Lotus F1 Team Races Toward High-Performance Tech

Operating a Formula 1 racing team is a daunting task. Not only must an organization oversee a vehicle that travels at upward of 200 miles per hour, but it must manage increasingly complex computers and IT platforms.

“It’s important to run a variety of systems and applications at trackside that allow engineers to better understand the car’s performance issues,” explains Mark Everest, IS development manager for the British Formula One racing team, Lotus F1.

The Lotus F1 Team, which participates in about 20 races per year around the world, has to ship computers and other IT equipment to race sites and then build the entire network. The time and cost of transporting computers and servers is high, says Anthony Smith, senior converged infrastructure specialist. In addition, every time the organization added an application, “We had to potentially buy a new server, wait for it to be delivered, build it, commission it and set it up,” Everest adds.

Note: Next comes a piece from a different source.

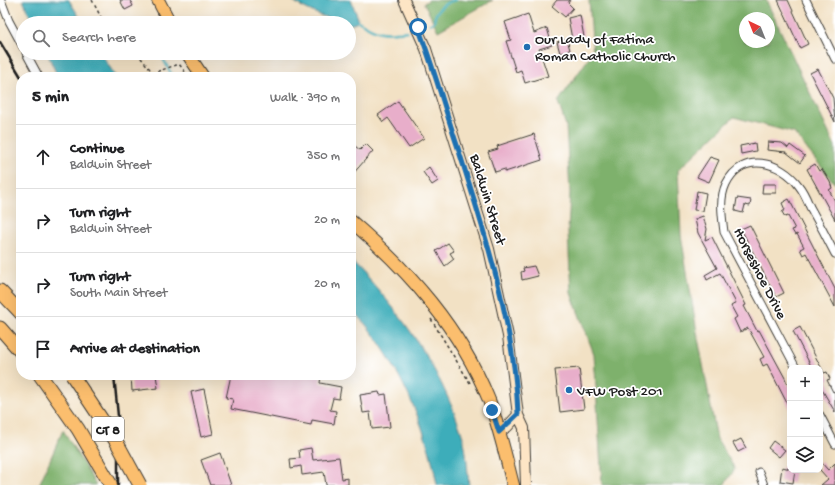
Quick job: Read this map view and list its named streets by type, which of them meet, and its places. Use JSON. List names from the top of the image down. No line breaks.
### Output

But the challenges didn’t stop there. The high-tech racing cars are equipped with sensors that send a stream of data to technicians at trackside, as well as to the organization’s headquarters in the United Kingdom. Engineers analyze the data and look for ways to optimize the vehicle and improve its racing performance.

The Lotus F1 Team also needed to improve the way data flowed across the IT platform. “Overall, the environment was expensive and lacked the flexibility we required,” Everest reports. “We needed to take a more agile approach.”

Adopting a Converged Infrastructure

The company completely redesigned its IT platform and adopted an EMC-based converged infrastructure. As part of this redesign, Lotus F1 Team deployed a private cloud across coordinated data centers for improved design work, testing and racing, and accommodating standard IT operations.

“The ability to create virtual machines and load them onto our infrastructure has allowed us to gain enormous computing power and manage IT far more effectively,” Smith says. “Having everything virtualized means that we can run the equivalent of about 200 servers trackside within a single rack of physical space.”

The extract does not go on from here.